EXERCISE BRIEF: Filter the entries below, keeping every line that has the word "water".

INFORMATION GIVEN:

• • • •

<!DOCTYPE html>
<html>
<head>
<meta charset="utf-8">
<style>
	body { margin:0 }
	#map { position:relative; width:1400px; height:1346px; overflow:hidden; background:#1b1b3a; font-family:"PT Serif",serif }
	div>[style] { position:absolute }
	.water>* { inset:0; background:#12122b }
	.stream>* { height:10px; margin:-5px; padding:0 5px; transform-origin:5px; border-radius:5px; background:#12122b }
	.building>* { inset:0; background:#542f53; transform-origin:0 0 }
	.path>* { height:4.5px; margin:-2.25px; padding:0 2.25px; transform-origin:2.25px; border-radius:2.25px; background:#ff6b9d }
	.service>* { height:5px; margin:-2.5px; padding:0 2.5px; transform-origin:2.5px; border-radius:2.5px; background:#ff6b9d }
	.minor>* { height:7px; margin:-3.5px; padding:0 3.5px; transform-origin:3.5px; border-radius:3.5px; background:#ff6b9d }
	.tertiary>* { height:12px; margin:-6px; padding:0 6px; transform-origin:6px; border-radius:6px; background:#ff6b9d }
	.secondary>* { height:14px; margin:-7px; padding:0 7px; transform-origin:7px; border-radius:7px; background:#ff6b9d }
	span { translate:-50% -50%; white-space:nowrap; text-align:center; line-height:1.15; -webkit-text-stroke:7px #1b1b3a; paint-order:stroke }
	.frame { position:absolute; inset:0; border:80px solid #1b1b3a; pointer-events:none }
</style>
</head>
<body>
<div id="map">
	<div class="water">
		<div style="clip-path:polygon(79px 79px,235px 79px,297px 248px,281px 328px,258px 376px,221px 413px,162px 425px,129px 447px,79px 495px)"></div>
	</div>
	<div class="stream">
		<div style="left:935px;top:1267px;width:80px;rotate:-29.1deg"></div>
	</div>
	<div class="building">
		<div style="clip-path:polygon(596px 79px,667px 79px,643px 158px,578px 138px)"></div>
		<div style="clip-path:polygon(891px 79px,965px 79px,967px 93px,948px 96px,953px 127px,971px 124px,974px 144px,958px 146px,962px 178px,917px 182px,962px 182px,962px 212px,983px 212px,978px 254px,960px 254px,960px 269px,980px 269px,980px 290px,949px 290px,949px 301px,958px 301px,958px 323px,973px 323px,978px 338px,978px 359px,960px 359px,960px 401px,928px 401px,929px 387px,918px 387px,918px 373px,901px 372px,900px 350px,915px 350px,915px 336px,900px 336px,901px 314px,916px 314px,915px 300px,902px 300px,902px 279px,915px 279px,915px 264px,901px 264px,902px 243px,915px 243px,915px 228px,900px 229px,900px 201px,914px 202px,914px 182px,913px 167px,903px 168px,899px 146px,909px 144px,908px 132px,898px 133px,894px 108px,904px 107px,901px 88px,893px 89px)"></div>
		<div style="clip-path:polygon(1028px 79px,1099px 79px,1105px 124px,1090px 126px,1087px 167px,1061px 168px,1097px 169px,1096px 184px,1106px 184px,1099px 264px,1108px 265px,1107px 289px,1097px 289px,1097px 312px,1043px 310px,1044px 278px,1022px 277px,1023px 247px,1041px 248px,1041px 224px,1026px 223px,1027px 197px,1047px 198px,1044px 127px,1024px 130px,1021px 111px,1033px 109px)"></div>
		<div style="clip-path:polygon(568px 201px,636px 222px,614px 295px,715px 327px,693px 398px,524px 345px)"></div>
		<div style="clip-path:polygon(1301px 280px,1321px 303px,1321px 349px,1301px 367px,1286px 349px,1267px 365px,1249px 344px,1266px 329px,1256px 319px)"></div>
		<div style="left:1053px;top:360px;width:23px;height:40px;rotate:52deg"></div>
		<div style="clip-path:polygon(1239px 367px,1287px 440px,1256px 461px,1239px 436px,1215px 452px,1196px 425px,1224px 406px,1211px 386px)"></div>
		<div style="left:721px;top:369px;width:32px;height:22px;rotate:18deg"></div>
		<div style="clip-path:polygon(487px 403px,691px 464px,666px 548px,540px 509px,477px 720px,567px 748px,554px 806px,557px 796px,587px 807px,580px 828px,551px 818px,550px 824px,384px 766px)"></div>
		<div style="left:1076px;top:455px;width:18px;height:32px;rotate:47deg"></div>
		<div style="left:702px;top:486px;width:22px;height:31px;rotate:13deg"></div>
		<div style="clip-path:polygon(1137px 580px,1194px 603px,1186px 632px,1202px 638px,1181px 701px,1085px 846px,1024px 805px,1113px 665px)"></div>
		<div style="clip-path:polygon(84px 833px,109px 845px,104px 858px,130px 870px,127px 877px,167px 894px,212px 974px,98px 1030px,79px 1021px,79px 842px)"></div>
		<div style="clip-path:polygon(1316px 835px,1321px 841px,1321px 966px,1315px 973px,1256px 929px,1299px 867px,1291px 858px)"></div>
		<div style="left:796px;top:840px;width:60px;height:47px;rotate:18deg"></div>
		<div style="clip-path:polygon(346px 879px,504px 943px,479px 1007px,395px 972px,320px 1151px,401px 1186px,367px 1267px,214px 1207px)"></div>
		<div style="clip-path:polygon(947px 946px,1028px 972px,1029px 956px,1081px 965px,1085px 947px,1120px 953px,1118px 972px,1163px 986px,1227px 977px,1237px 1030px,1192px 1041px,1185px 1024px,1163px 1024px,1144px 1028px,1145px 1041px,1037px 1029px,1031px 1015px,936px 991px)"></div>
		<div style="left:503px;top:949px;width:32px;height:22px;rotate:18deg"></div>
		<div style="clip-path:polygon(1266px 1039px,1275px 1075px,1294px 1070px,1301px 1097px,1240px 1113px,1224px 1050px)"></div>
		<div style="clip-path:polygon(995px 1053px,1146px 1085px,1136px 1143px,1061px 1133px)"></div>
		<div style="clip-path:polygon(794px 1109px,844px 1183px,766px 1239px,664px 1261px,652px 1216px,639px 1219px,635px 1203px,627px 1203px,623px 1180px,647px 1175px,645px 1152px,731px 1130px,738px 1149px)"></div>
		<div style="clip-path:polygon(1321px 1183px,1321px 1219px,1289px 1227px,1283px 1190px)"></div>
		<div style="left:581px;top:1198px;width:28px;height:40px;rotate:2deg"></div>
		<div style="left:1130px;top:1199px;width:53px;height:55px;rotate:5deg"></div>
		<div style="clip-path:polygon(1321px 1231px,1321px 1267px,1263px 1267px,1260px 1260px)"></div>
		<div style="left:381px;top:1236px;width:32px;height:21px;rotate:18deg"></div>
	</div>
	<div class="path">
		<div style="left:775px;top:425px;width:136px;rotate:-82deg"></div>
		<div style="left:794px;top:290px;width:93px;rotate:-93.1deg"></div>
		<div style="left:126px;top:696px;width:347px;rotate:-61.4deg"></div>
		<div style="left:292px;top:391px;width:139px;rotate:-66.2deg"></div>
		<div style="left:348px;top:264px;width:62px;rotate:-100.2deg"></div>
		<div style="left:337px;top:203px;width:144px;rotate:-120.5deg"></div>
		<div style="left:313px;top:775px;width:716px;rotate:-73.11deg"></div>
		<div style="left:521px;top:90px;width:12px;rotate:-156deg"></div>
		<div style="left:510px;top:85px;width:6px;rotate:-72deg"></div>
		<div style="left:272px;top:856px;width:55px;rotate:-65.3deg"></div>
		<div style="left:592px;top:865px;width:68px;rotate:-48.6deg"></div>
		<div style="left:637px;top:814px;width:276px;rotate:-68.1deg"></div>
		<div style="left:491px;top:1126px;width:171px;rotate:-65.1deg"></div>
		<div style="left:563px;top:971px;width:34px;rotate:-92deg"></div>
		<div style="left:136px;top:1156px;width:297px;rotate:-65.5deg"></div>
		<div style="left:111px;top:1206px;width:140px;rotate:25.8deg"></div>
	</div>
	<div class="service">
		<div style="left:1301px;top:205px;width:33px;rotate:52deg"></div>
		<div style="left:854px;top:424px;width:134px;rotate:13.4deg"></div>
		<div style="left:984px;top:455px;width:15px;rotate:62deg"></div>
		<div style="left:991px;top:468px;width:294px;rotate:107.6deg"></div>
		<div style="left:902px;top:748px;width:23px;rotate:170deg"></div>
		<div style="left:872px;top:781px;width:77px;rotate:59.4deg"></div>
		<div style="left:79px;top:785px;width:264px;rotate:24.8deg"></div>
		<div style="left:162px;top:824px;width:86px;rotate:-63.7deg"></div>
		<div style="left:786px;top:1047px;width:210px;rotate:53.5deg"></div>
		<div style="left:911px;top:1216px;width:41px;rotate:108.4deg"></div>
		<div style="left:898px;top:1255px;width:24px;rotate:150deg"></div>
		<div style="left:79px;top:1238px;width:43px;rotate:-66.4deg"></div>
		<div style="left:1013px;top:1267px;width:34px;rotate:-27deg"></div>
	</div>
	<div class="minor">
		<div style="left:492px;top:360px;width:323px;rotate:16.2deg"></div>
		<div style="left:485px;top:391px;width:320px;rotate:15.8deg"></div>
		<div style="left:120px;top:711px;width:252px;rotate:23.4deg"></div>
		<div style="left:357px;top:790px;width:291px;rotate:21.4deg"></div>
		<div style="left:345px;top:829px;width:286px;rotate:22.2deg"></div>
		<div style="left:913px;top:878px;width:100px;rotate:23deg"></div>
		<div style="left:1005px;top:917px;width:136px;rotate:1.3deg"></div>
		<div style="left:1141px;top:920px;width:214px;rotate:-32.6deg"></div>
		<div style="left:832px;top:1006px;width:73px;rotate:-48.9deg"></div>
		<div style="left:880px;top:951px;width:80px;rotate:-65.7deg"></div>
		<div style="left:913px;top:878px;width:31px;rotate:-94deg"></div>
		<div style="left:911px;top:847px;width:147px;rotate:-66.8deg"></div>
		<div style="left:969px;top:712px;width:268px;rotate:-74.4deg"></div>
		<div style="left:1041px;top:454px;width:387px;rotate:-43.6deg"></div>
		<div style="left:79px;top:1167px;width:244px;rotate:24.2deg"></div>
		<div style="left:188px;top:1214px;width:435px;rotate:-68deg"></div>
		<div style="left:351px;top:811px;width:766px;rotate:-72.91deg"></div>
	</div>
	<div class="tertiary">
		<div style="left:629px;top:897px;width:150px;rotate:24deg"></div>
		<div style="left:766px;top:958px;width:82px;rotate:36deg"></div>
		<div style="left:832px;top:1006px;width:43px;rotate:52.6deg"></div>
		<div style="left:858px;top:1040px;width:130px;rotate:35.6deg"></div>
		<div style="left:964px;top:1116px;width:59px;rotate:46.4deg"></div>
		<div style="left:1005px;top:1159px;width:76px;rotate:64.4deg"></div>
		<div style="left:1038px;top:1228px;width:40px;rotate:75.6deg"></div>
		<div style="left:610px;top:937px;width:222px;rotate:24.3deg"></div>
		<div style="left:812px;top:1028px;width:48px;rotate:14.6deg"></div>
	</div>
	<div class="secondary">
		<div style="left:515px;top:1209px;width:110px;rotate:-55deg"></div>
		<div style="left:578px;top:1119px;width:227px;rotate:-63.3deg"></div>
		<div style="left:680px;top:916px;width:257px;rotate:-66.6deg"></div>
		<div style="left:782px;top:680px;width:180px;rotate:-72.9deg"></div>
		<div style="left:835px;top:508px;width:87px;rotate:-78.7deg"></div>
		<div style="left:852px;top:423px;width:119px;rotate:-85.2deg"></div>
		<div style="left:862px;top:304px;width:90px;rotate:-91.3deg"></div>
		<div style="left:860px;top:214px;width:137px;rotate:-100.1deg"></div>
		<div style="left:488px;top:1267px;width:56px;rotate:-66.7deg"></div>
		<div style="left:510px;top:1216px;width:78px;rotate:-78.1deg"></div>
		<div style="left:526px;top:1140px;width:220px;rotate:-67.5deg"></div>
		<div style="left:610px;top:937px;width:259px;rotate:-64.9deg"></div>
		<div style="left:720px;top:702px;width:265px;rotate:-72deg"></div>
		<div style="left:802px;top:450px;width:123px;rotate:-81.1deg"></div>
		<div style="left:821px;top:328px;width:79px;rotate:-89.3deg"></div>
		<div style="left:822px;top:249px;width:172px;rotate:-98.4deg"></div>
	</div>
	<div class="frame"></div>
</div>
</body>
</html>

• • • •

RESULT OF THE TASK:
	.water>* { inset:0; background:#12122b }
	<div class="water">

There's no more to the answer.